■ Exercise prompt: Which lines below include the string "small"? Please show each one.

#### Data

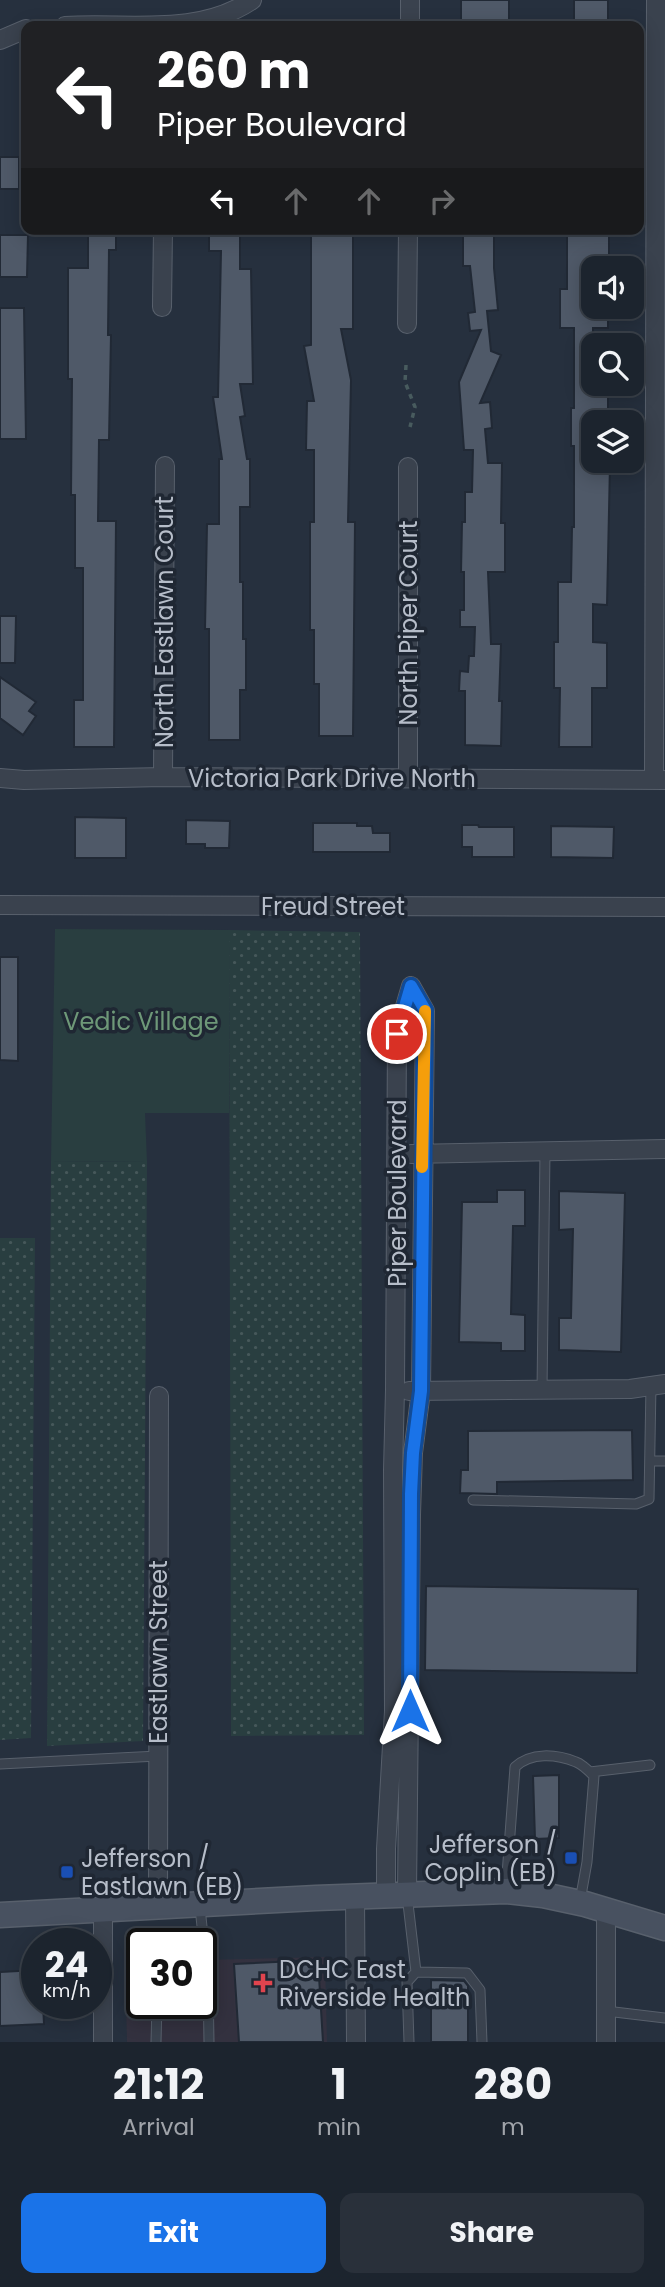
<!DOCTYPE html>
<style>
body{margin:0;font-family:Poppins,sans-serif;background:#29303a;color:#f1f3f6;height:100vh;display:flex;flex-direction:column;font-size:26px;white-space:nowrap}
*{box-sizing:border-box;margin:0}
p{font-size:23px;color:#a0a4aa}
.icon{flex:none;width:38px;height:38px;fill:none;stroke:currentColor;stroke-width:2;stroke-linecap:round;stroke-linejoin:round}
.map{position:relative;height:2042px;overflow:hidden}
.panel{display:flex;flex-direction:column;background:#1c242e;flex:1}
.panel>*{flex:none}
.guide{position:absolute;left:21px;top:21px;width:623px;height:214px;border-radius:14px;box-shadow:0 4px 18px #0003,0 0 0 2px #3a414a;background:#202124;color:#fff;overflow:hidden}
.tools{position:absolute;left:581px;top:256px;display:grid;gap:14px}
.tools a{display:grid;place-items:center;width:63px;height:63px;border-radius:14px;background:#1c242e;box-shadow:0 4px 18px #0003,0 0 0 2px #3a414a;font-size:35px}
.speed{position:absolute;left:21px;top:1928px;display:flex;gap:14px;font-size:35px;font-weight:700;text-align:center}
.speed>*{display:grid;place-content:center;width:91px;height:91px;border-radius:50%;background:#1c242e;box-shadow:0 4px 18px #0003,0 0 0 2px #3a414a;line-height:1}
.speed small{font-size:18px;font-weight:400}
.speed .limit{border:4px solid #111;border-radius:10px;background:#fff;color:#111}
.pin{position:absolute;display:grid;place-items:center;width:60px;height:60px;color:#fff;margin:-30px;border:4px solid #fff;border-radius:50%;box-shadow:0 2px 7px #0007}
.me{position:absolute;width:77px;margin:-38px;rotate:0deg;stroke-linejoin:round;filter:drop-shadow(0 0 5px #0008)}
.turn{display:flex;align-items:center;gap:24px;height:147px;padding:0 21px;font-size:32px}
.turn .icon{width:91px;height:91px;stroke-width:2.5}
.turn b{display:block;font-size:49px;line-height:60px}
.lanes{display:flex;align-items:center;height:66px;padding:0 21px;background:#0003;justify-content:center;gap:35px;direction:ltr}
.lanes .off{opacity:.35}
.eta{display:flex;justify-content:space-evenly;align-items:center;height:119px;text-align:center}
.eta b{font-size:42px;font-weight:700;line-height:49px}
.primary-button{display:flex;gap:14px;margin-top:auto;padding:14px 21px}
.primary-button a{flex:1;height:80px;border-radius:14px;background:#1a73e8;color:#fff;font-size:28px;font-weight:700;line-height:80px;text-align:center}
.primary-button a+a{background:#29303a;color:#f1f3f6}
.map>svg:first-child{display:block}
</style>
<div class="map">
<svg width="665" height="2042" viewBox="0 0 665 2042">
<defs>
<pattern id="grass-dots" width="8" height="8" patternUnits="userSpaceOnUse" patternTransform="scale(1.75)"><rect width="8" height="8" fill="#293e40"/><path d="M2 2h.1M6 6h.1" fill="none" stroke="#46585a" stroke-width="1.8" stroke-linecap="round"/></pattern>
</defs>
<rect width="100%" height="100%" fill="#26303e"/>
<path fill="#33313f" d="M 325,1957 L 327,2042 L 127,2042 L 125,1962 L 142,1961 L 142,2004 L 201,2004 L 201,1960 Z"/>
<path fill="url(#grass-dots)" d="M 229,930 L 360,932 L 364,1735 L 231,1736 Z
M 51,1161 L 147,1162 L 143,1741 L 47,1746 Z
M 0,1238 L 35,1238 L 31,1738 L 0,1740 Z"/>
<path fill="#293e40" d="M 55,929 L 229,930 L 229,1113 L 145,1113 L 147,1162 L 51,1161 Z"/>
<path fill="#4f5968" stroke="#212935" stroke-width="2" d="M 461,0 L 509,0 L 509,26 L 461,26 Z
M 574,0 L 608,0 L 608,26 L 574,26 Z
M 0,157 L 19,157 L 19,189 L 0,189 Z
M 88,229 L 116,229 L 116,250 L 109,250 L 108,335 L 111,335 L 109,440 L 99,440 L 98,521 L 116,521 L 114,747 L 74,747 L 74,700 L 83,700 L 83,568 L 75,568 L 75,495 L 71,495 L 72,379 L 68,379 L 68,268 L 88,268 Z
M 209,229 L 240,229 L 240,269 L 251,269 L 253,384 L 240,384 L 245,416 L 240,417 L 247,459 L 250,459 L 250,507 L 240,507 L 240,582 L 243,582 L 243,639 L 246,639 L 246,690 L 240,690 L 240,740 L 209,740 L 209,629 L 205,629 L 207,524 L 219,524 L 219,459 L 222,459 L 213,397 L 218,397 L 221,251 L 209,251 Z
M 311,229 L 353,229 L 353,329 L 341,329 L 351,380 L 348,522 L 355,522 L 353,736 L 319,736 L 319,684 L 314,684 L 314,630 L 310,630 L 310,522 L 314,522 L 314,450 L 306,450 L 307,401 L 314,401 L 304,346 L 311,345 Z
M 463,229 L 494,229 L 494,268 L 498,310 L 487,311 L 491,351 L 501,355 L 480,403 L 490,402 L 492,428 L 485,429 L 488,463 L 502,463 L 501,523 L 505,523 L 505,572 L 488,572 L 491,644 L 501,644 L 499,701 L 502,701 L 501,746 L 465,745 L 465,691 L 459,691 L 460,671 L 468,672 L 469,656 L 474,656 L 475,627 L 460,627 L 460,610 L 464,610 L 464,572 L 461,572 L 462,522 L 465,522 L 465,492 L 472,492 L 473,450 L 464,450 L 459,382 L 481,330 L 470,331 L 468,313 L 475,312 L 470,266 L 463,266 Z
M 567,229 L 609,229 L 609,268 L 593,268 L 593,306 L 608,306 L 608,328 L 593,328 L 593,383 L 608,383 L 608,422 L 593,422 L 593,464 L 610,464 L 607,605 L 593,604 L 593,642 L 607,643 L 607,688 L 592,688 L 592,747 L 559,747 L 560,688 L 554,688 L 554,642 L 558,642 L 558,582 L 571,582 L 572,527 L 574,527 L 574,446 L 571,446 L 571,408 L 574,408 L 574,328 L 560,328 L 560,289 L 567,289 Z
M 0,235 L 28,235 L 27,277 L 0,277 Z
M 0,308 L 24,308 L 26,439 L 0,439 Z
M 0,616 L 16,616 L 15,663 L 0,663 Z
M 0,677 L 36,702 L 29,711 L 36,716 L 23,735 L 0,718 Z
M 75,817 L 126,818 L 126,858 L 75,858 Z
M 186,820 L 230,821 L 229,848 L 205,848 L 205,844 L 186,844 Z
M 313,823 L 357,823 L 357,826 L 372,826 L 373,833 L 390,833 L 390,852 L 313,852 Z
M 462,825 L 478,825 L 479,827 L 514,827 L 514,857 L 472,857 L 472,847 L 462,847 Z
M 551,826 L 614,827 L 613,858 L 551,857 Z
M 0,957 L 18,957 L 18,1061 L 0,1060 Z
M 497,1190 L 525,1190 L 525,1226 L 513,1226 L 511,1314 L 525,1315 L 525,1351 L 501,1351 L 501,1343 L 459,1342 L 462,1202 L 497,1202 Z
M 559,1191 L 625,1193 L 621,1352 L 559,1350 L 559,1318 L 571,1318 L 573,1229 L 559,1230 Z
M 632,1430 L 633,1480 L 497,1482 L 497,1494 L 460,1493 L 461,1470 L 468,1470 L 468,1431 Z
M 426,1586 L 638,1589 L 637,1673 L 425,1670 Z
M 559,1775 L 559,1838 L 535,1839 L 533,1776 Z
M 318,1960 L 323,2042 L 239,2042 L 234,1964 Z
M 37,1970 L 37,2004 L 43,2004 L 44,2024 L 0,2026 L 0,1972 Z
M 431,1980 L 464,1981 L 468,1986 L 468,2042 L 431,2042 Z"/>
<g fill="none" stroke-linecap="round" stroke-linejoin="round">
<defs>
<path id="service" d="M 542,1390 L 545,1152
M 651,1461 L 665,1461
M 473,1500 L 636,1504 L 649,1499 L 651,1385
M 0,1764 L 158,1756
M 590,1772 L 650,1765
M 506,1888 L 515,1767 C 531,1752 556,1754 576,1762 C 582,1764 589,1771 594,1776 L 587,1862 L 580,1901
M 407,1895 L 416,1972 L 407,1982 L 409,2042
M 200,1908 L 208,1981 L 209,2042
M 416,1972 L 467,1973 L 480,1990 L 482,2042
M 606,2011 L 665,2018
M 156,2042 L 157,2004"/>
<path id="minor" d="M 65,26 C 129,22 197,37 252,0
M 410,26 L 410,0
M 0,40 L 26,29
M 162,307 L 163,229
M 407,324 L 408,229
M 408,467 L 408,778
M 163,777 L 165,466
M 0,778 L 24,780 L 163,777 L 665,780
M 654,780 L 656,0
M 0,905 L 665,907
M 411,1154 L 665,1149
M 409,1391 L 630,1389 L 665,1384
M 407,1893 L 411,1515 L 413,1453 L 421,1391 L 425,1011 L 411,986
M 386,1894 L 386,1849 L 394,1711 L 393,1470 L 395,1390 L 397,1034 L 411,986
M 355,1896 L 356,2042
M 158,1907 L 159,1396
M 103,1910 L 103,2042
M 606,2042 L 606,1909"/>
<path id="secondary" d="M 0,1915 L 316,1898 L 506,1891 L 543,1895 L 585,1904 L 665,1928"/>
</defs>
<use href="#service" stroke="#58606c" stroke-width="11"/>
<use href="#minor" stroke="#58606c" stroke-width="20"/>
<use href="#secondary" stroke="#58606c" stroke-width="27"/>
<path stroke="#485b5e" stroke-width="3.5" stroke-dasharray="5 5" stroke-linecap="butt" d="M 406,365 L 405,382 L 415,407 L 410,427"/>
<use href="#service" stroke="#3a424e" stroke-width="9"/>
<use href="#minor" stroke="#3a424e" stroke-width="18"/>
<use href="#secondary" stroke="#485160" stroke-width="24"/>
</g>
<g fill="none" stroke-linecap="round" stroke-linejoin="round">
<defs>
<path id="route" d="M 397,1034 L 411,986 L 425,1010 L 421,1391 L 413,1453 L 411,1494 L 410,1711"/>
</defs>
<use href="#route" stroke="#114b97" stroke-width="18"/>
<use href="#route" stroke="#1a73e8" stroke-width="12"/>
<path stroke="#f59e0b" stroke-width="12" d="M 422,1167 L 425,1011"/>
</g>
<g fill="#1a4fb4" stroke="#1f2733" stroke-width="2.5">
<rect x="564" y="1851" width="14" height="14" rx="3.5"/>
<rect x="60" y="1865" width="14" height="14" rx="3.5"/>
</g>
<path fill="#e0444e" stroke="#1f2733" stroke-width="2.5" d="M259.5 1972.5h7v7h7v7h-7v7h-7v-7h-7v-7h7z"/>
<g text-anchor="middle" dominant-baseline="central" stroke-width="7" stroke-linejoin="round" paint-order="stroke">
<g font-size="24" fill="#b6bdc9" stroke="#1f2733">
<text transform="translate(164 622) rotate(-90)">North Eastlawn Court</text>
<text transform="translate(408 623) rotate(-90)">North Piper Court</text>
<text x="332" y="778">Victoria Park Drive North</text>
<text x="333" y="906">Freud Street</text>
<text transform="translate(397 1193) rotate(-90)">Piper Boulevard</text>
<text transform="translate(158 1652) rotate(-90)">Eastlawn Street</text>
</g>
<g font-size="24" fill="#6e9878" stroke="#1f2733">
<text x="141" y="1021">Vedic Village</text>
</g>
<g font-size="24" fill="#b6bdc9" stroke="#1f2733" text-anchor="start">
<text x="557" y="1844" text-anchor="end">Jefferson /<tspan x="557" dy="28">Coplin (EB)</tspan></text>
<text x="81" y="1858">Jefferson /<tspan x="81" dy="28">Eastlawn (EB)</tspan></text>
<text x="279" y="1969">DCHC East<tspan x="279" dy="28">Riverside Health</tspan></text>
</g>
</g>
</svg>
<div class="tools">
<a><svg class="icon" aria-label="sound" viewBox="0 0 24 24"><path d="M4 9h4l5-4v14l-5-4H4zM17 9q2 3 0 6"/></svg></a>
<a><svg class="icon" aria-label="search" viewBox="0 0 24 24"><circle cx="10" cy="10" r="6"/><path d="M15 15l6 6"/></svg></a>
<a><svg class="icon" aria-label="layers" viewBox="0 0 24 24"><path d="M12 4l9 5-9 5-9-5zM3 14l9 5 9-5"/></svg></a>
</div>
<div class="speed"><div>24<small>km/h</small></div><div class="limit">30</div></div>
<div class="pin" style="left:397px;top:1034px;background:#d93025"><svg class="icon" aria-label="arrive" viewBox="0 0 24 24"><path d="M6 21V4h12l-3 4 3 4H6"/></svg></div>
<svg class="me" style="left:410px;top:1711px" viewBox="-20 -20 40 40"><path d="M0-17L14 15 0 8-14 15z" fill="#1a73e8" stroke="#fff" stroke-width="4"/></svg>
<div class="guide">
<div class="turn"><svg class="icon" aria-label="left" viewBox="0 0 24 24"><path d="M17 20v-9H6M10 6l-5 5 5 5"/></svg><div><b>260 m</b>Piper Boulevard</div></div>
<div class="lanes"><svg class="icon" aria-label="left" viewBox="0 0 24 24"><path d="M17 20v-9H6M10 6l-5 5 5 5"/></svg><svg class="icon off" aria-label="ahead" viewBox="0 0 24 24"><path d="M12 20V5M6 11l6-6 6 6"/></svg><svg class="icon off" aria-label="ahead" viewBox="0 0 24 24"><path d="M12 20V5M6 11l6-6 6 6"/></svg><svg class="icon off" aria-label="right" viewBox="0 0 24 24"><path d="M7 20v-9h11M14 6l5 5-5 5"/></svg></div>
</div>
</div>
<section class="panel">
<div class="eta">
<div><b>21:12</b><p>Arrival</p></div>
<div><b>1</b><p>min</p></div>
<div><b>280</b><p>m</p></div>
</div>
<div class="primary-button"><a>Exit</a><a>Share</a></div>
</section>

########

■ Result for this exercise:
.speed small{font-size:18px;font-weight:400}
<div class="speed"><div>24<small>km/h</small></div><div class="limit">30</div></div>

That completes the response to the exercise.